■ Aim of the exercise ■
Copy exactly every line below, from the first through the one that contains "display:grid; place-items:center; width:60px;", and skip all pictures.

■ Data to examine ■
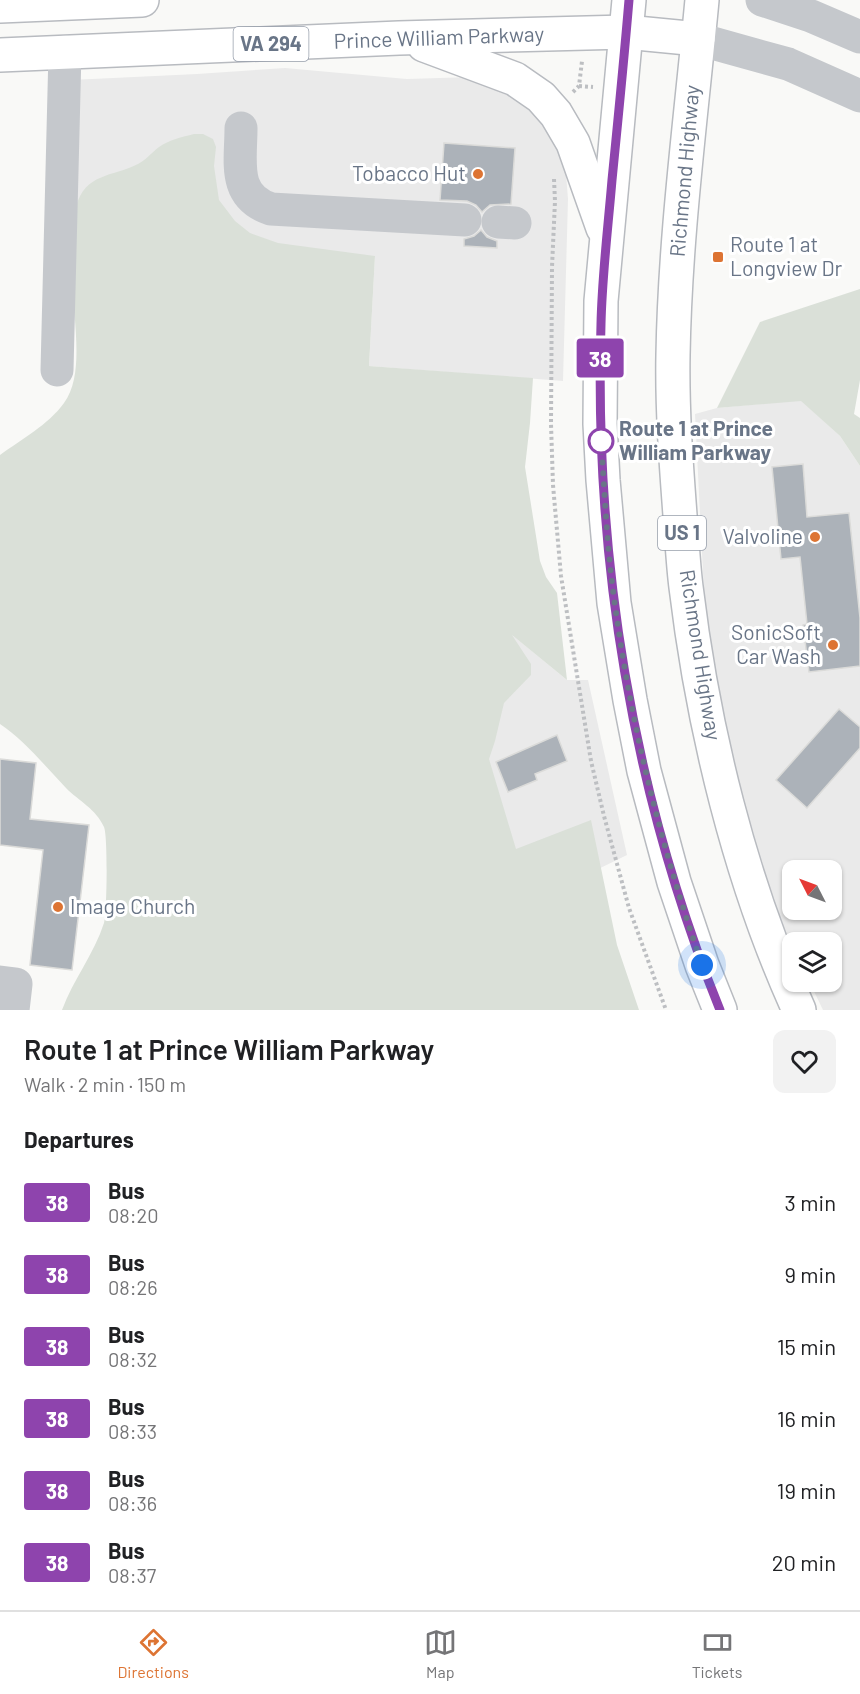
<!DOCTYPE html>
<html lang="en">
<head>
<meta charset="utf-8">
<style>
  body { margin:0; font-family:Barlow,sans-serif; background:#f2f2f2; color:#202124; height:100vh; display:flex; flex-direction:column; font-size:22px; white-space:nowrap }
  * { box-sizing:border-box; margin:0 }
  p { font-size:20px; color:#757577 }
  .icon { flex:none; width:33px; height:33px; fill:none; stroke:currentColor; stroke-width:2; stroke-linecap:round; stroke-linejoin:round }
  .map { position:relative; height:1010px; overflow:hidden }
  .details { display:flex; flex-direction:column; background:#fff; flex:1 }
  .details>* { flex:none }
  .badge { padding:0 12px; border-radius:4px; font-size:21px; line-height:39px }
  .needle { width:39px; rotate:312deg }
  .buttons { position:absolute; left:782px; top:860px; display:grid; gap:12px }
  .buttons a { display:grid; place-items:center; width:60px; height:60px; border-radius:12px; background:#fff; box-shadow:0 2px 4px #0004; font-size:30px }
  .you { position:absolute; width:30px; height:30px; margin:-15px; border:4px solid #fff; border-radius:50%; background:#1a73e8; box-shadow:0 0 0 9px #1a73e833 }
  .map>.badge { position:absolute; translate:-50% -50%; box-shadow:0 0 0 3px #fff }
  h2 { padding:0 24px; font-size:22px; line-height:54px }
  .round { display:grid; place-items:center; flex:none; width:63px; height:63px; border-radius:12px; background:#f2f2f2 }
  .headline { display:flex; align-items:center; justify-content:space-between; height:102px; padding:0 24px }
  h1 { font-size:28px; font-weight:600; line-height:45px }
  ul { padding:0; list-style:none }
  li { display:flex; align-items:center; gap:18px; height:72px; padding:0 24px }
  li div { flex:1 }
  li b { display:block; font-size:22px }
  li em { font-style:normal }
  li .badge { min-width:66px; font-weight:700; text-align:center }
  .dock { display:flex; justify-content:space-around; align-items:center; height:84px; border-top:2px solid #e0e0e0; background:#fff; font-size:16px; color:#757577 }
  .dock a { display:grid; justify-items:center; gap:3px }
  .dock .selected { color:#dd7433 }
  .map>svg:first-child { display:block }
</style>
</head>
<body>
<div class="map">
<svg width="860" height="1010" viewBox="0 0 860 1010">
  <rect width="100%" height="100%" fill="#f9f9f7"/>
  <g fill="#eaeaea" fill-rule="evenodd">
    <polygon points="285,68 407,79 472,77 488,80 535,109 561,151 566,174 568,199 563,381 369,366 375,256 52,283 50,81 197,74"/>
    <path d="M 801,400 L 840,436 L 860,466 L 860,1010 L 823,1010 L 809,981 L 831,981 L 831,942 L 792,942 L 792,947 L 788,939 L 759,863 L 739,788 L 723,717 L 705,613 L 695,414 L 717,408 ZM 792,870 L 831,870 L 831,909 L 792,909 Z"/>
    <polygon points="360,510 567,680 588,680 627,855 309,1010 268,1010"/>
  </g>
  <g fill="#dae0d8">
    <path d="M 194,134 L 203,134 L 213,139 L 216,147 L 214,166 L 219,200 L 235,221 L 250,233 L 278,243 L 375,256 L 369,366 L 533,378 L 530,423 L 525,467 L 540,561 L 546,577 L 557,593 L 567,680 L 512,635 L 531,664 L 531,675 L 504,703 L 495,741 L 489,759 L 516,849 L 591,820 L 617,945 L 639,1010 L 62,1010 C 73,980 94,954 104,923 C 107,912 108,836 104,827 C 96,809 79,801 66,788 C 45,766 25,741 0,724 L 0,455 C 22,439 48,425 64,403 C 86,373 72,316 73,281 C 73,256 75,231 76,207 C 85,173 112,177 138,164 C 146,160 151,153 159,147 C 169,140 182,137 194,134 Z"/>
    <polygon points="860,289 860,380 854,414 860,418 860,466 840,436 801,401 717,408 760,322"/>
  </g>
  <g fill="#acb2b9" stroke="#dbdbd9" stroke-width="1.5">
    <polygon points="444,143 515,148 511,204 490,205 482,212 476,205 467,201 440,200"/>
    <polygon points="481,230 487,237 497,241 497,248 464,246 464,239 474,236"/>
    <polygon points="803,464 807,517 849,513 860,618 860,666 809,672 803,625 807,624 800,557 781,559 772,467"/>
    <polygon points="839,709 860,727 860,748 807,808 776,780"/>
    <polygon points="557,735 567,761 535,774 537,780 508,792 496,762"/>
    <polygon points="0,759 36,763 30,819 89,825 72,970 30,965 43,850 0,845"/>
  </g>
  <g fill="none" stroke-linecap="round" stroke-linejoin="round">
    <defs>
      <g id="major">
        <polyline points="629,0 601,301 600,424 603,480 614,603 630,700 644,771 674,882 702,965 720,1010"/>
        <path d="M 702,0 C 691,118 675,236 673,355 C 672,408 676,462 680,515 C 682,539 683,563 686,587 C 703,728 740,881 799,1010"/>
        <polyline points="0,6 142,0"/>
        <polyline points="424,45 515,79 541,97 556,114 573,143 603,228"/>
        <polyline points="0,55 399,38 626,32 698,39"/>
      </g>
    </defs>
    <use href="#major" stroke="#b8bbc0" stroke-width="36"/>
    <g stroke="#bdbfc2" stroke-width="4" stroke-dasharray="3 3" stroke-linecap="butt">
      <polyline points="579,86 593,87"/>
      <polyline points="573,92 579,86 582,61"/>
      <polyline points="554,179 555,201 552,267 551,424 553,485 561,576 591,761 604,816 629,908 666,1010"/>
    </g>
    <g stroke="#c5c8cc" stroke-width="33">
      <polyline points="762,0 811,16 860,37"/>
      <polyline points="698,39 788,64 860,96"/>
      <path d="M 241,128 C 241,162 232,196 271,209 L 465,220"/>
      <polyline points="498,222 515,223"/>
      <polyline points="57,370 65,52"/>
      <polyline points="0,982 16,984 13,1010"/>
    </g>
    <use href="#major" stroke="#fff" stroke-width="33"/>
  </g>
  <g fill="none" stroke-linecap="round" stroke-linejoin="round">
    <defs>
      <path id="line" d="M 629,0 C 624,60 618,120 612,180 C 608,228 602,276 601,324 C 594,557 632,793 720,1010"/>
    </defs>
    <use href="#line" stroke="#fff" stroke-width="14"/>
    <use href="#line" stroke="#8e44ad" stroke-width="9"/>
    <path stroke="#697587" stroke-width="6" stroke-dasharray="0 10.8" d="M 601,441 C 605,496 607,551 615,605 C 632,730 661,845 702,965"/>
  </g>
  <g fill="#dd7433" stroke="#fff" stroke-width="2">
    <circle cx="478" cy="174" r="6"/>
    <rect x="712" y="251" width="12" height="12" rx="3"/>
    <circle cx="815" cy="537" r="6"/>
    <circle cx="833" cy="645" r="6"/>
    <circle cx="58" cy="907" r="6"/>
  </g>
  <circle fill="#fff" stroke="#8e44ad" stroke-width="3" cx="601" cy="441" r="12"/>
  <g text-anchor="middle" stroke-width="6" stroke-linejoin="round" paint-order="stroke">
    <g fill="#fff" stroke="#969eab" stroke-width="1.5">
      <rect x="233.5" y="27" width="75" height="34" rx="4.5"/>
      <rect x="658" y="516" width="48" height="34" rx="4.5"/>
    </g>
    <g font-size="20" font-weight="bold" fill="#697587">
      <text x="271" y="51">VA 294</text>
      <text x="682" y="540">US 1</text>
    </g>
    <g font-size="21" fill="#697587" stroke="#fff">
      <text transform="translate(439 38) rotate(-2)" y="7">Prince William Parkway</text>
      <text transform="translate(685 171) rotate(-85)" y="7">Richmond Highway</text>
      <text transform="translate(700 655) rotate(81)" y="7">Richmond Highway</text>
    </g>
    <g font-size="21" fill="#697587" stroke="#fff" text-anchor="end">
      <text x="466" y="181">Tobacco Hut</text>
      <text x="730" y="252" text-anchor="start">Route 1 at<tspan x="730" dy="24">Longview Dr</tspan></text>
      <text x="803" y="544">Valvoline</text>
      <text x="821" y="640">SonicSoft<tspan x="821" dy="24">Car Wash</tspan></text>
      <text x="70" y="914" text-anchor="start">Image Church</text>
    </g>
    <g font-size="21" font-weight="bold" fill="#697587" stroke="#fff" text-anchor="start">
      <text x="619" y="436">Route 1 at Prince<tspan x="619" dy="24">William Parkway</tspan></text>
    </g>
  </g>
</svg>
<div class="buttons">
<a><svg class="needle" viewBox="-14 -14 28 28"><path d="M0-13l5 13h-10z" fill="#e53935"/><path d="M0 13l5-13h-10z" fill="#757577"/></svg></a>
<a><svg class="icon" aria-label="layers" viewBox="0 0 24 24"><path d="M12 4l9 5-9 5-9-5zM3 14l9 5 9-5"/></svg></a>
</div>
<div class="you" style="left:702px;top:965px"></div>
<b class="badge" style="left:600px;top:358px;background:#8e44ad;color:#fff">38</b>
</div>
<section class="details">
<div class="headline"><div><h1>Route 1 at Prince William Parkway</h1><p>Walk · 2 min · 150 m</p></div><a class="round"><svg class="icon" aria-label="heart" viewBox="0 0 24 24"><path d="M12 20l-8-8c-3-5 5-10 8-4 3-6 11-1 8 4z"/></svg></a></div>
<h2>Departures</h2>
<ul>
<li><span class="badge" style="background:#8e44ad;color:#fff">38</span><div><b>Bus</b><p>08:20</p></div><em>3 min</em></li>
<li><span class="badge" style="background:#8e44ad;color:#fff">38</span><div><b>Bus</b><p>08:26</p></div><em>9 min</em></li>
<li><span class="badge" style="background:#8e44ad;color:#fff">38</span><div><b>Bus</b><p>08:32</p></div><em>15 min</em></li>
<li><span class="badge" style="background:#8e44ad;color:#fff">38</span><div><b>Bus</b><p>08:33</p></div><em>16 min</em></li>
<li><span class="badge" style="background:#8e44ad;color:#fff">38</span><div><b>Bus</b><p>08:36</p></div><em>19 min</em></li>
<li><span class="badge" style="background:#8e44ad;color:#fff">38</span><div><b>Bus</b><p>08:37</p></div><em>20 min</em></li>
</ul>
</section>
<nav class="dock">
<a class="selected"><svg class="icon" aria-label="directions" viewBox="0 0 24 24"><path d="M12 3l9 9-9 9-9-9zM9 14v-3h6M13 9l2 2-2 2"/></svg>Directions</a>
<a><svg class="icon" aria-label="map" viewBox="0 0 24 24"><path d="M3 6l6-2 6 2 6-2v14l-6 2-6-2-6 2zM9 4v14M15 6v14"/></svg>Map</a>
<a><svg class="icon" aria-label="tickets" viewBox="0 0 24 24"><path d="M3 7h18v10H3zM15 7v10"/></svg>Tickets</a>
</nav>
</body>
</html>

■ Output ■
<!DOCTYPE html>
<html lang="en">
<head>
<meta charset="utf-8">
<style>
  body { margin:0; font-family:Barlow,sans-serif; background:#f2f2f2; color:#202124; height:100vh; display:flex; flex-direction:column; font-size:22px; white-space:nowrap }
  * { box-sizing:border-box; margin:0 }
  p { font-size:20px; color:#757577 }
  .icon { flex:none; width:33px; height:33px; fill:none; stroke:currentColor; stroke-width:2; stroke-linecap:round; stroke-linejoin:round }
  .map { position:relative; height:1010px; overflow:hidden }
  .details { display:flex; flex-direction:column; background:#fff; flex:1 }
  .details>* { flex:none }
  .badge { padding:0 12px; border-radius:4px; font-size:21px; line-height:39px }
  .needle { width:39px; rotate:312deg }
  .buttons { position:absolute; left:782px; top:860px; display:grid; gap:12px }
  .buttons a { display:grid; place-items:center; width:60px; height:60px; border-radius:12px; background:#fff; box-shadow:0 2px 4px #0004; font-size:30px }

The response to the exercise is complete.